Ternary Search Tries
June 5, 2009
We represent a ternary search trie as a collection of nodes, each a six-slot vector: a boolean indicator whether or not the node has a value, the value itself, the split character that splits the trie into less-than, equal-to, and greater-than parts, and three child nodes:
(define (node v? v s l e h) (vector v? v s l e h))
(define nil (vector #f #f (integer->char 0) (vector) (vector) (vector)))
(define (nil? tst) (eqv? tst nil))
(define (val? tst) (vector-ref tst 0))
(define (val tst) (vector-ref tst 1))
(define (split tst) (vector-ref tst 2))
(define (lokid tst) (vector-ref tst 3))
(define (eqkid tst) (vector-ref tst 4))
(define (hikid tst) (vector-ref tst 5))
We begin with lookup
, which searches for an item in a ternary search trie. Lookup
is recursive, with two base cases — a nil trie (failure) and a null key (success, if the current node contains a value) — and three recursive cases, one each for less-than, greater-than, and equal-to:
(define (lookup t k)
(cond ((nil? t) #f)
((null? k) (if (val? t) (val t) #f))
((char<? (car k) (split t)) (lookup (lokid t) k))
((char<? (split t) (car k)) (lookup (hikid t) k))
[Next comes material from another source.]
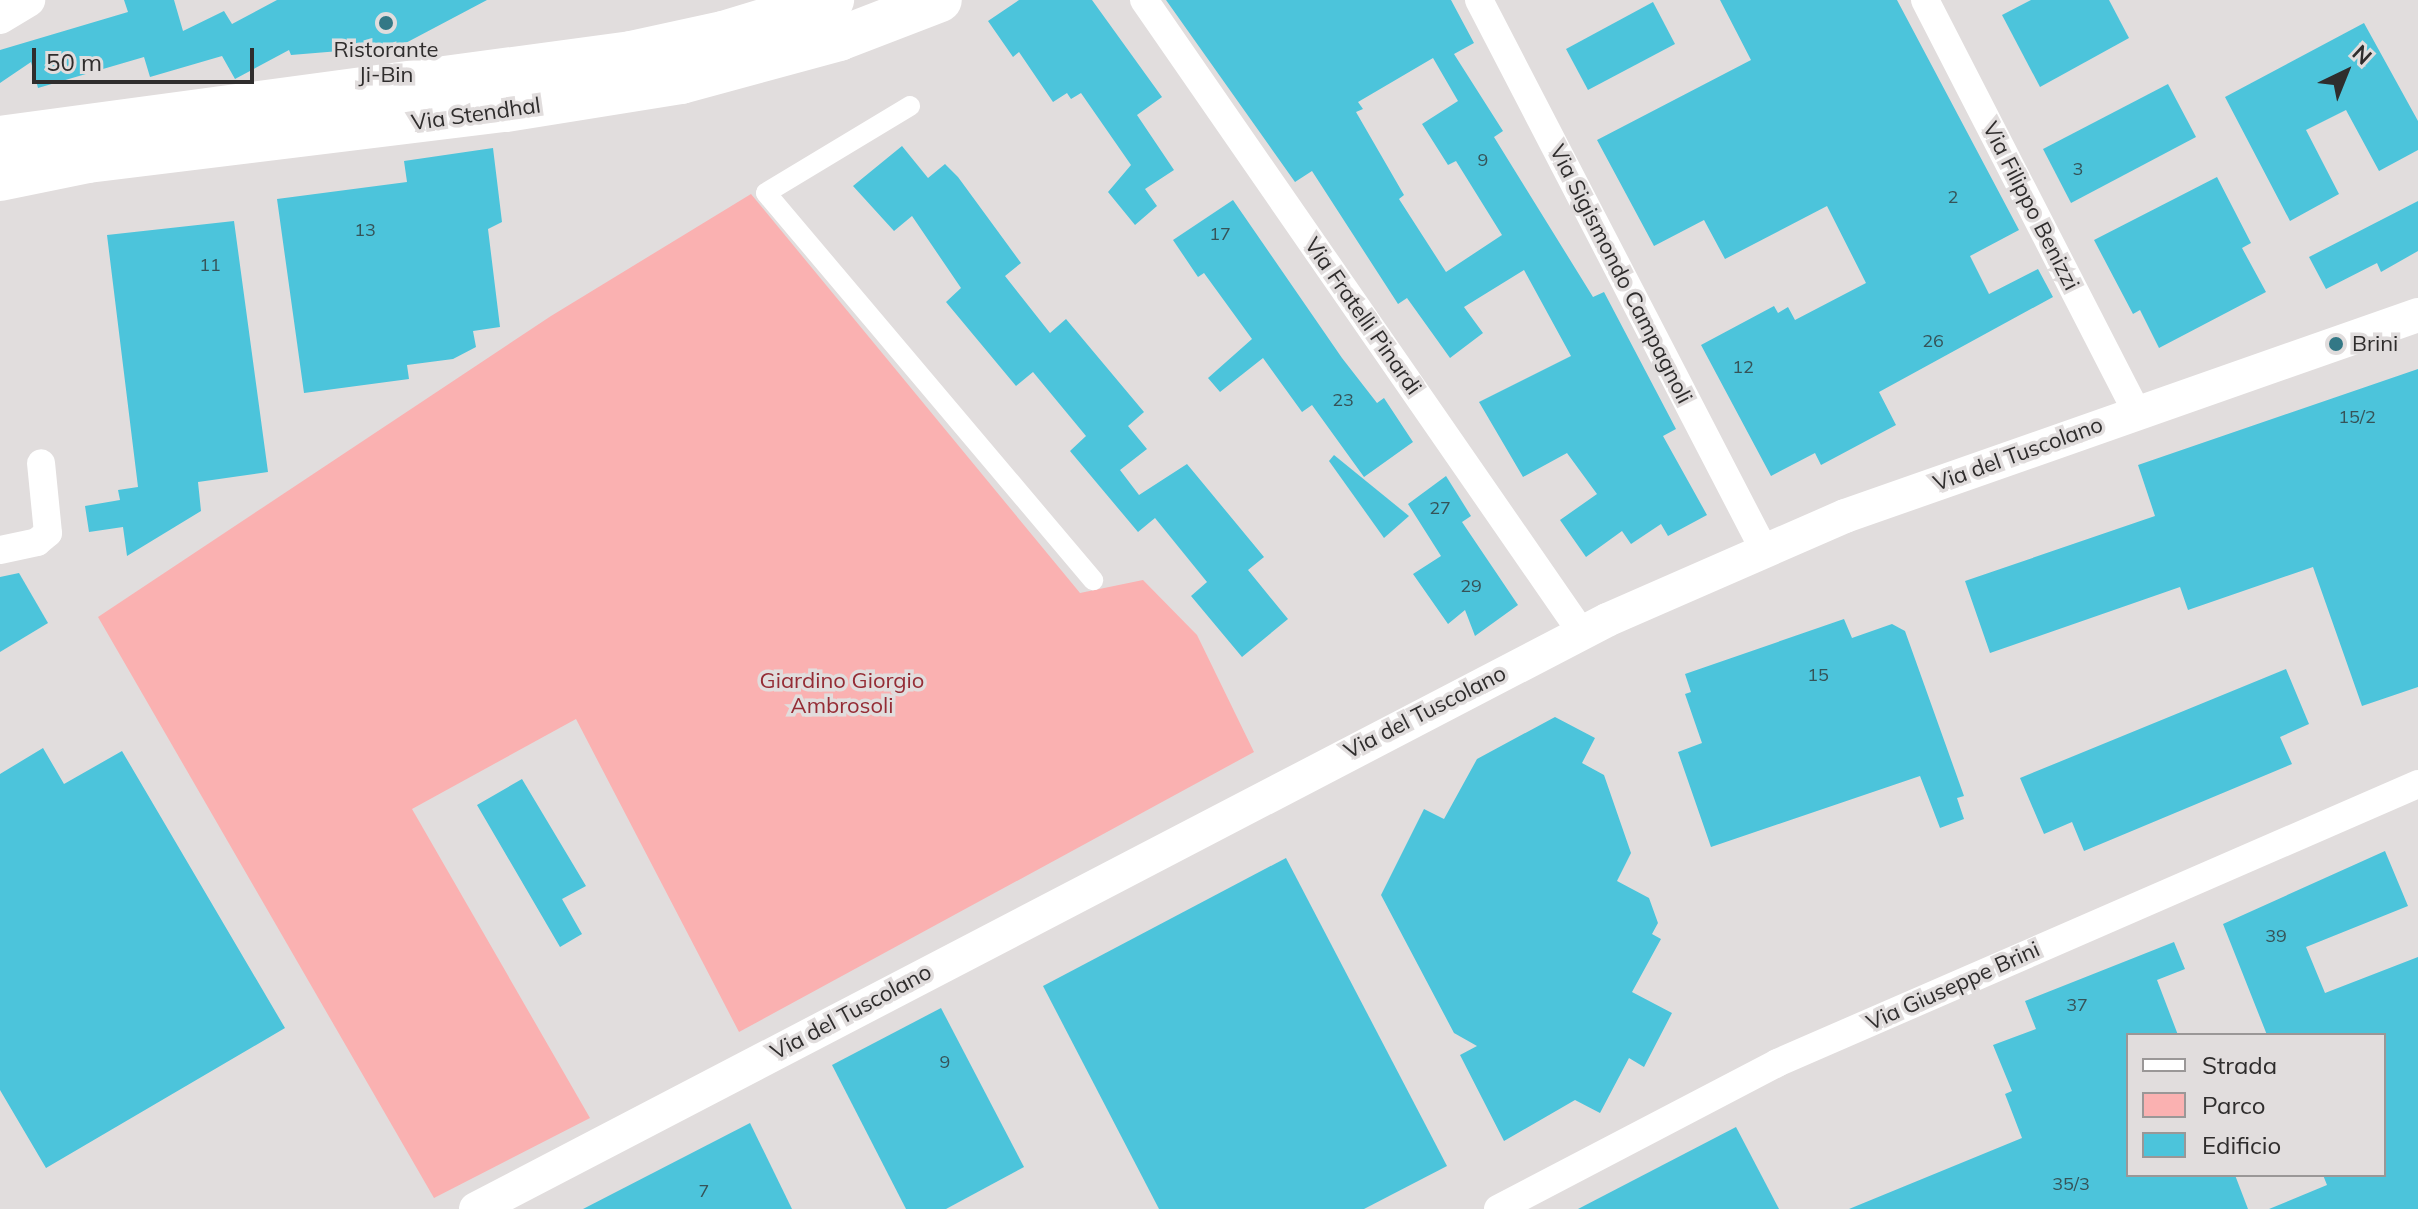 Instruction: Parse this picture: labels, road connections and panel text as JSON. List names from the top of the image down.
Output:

(else (lookup (eqkid t) (cdr k)))))
Insert
builds a new trie, so it is fully applicative; the cases are the same as for lookup
. The nil case is interesting; insert
builds a new node, then calls itself recursively without changing any of its arguments, so that at the next call the trie will have the node it needs to continue:
(define (insert t k v)
(cond ((nil? t) (insert (node #f #f (if (null? k) (integer->char 0) (car k)) nil nil nil) k v))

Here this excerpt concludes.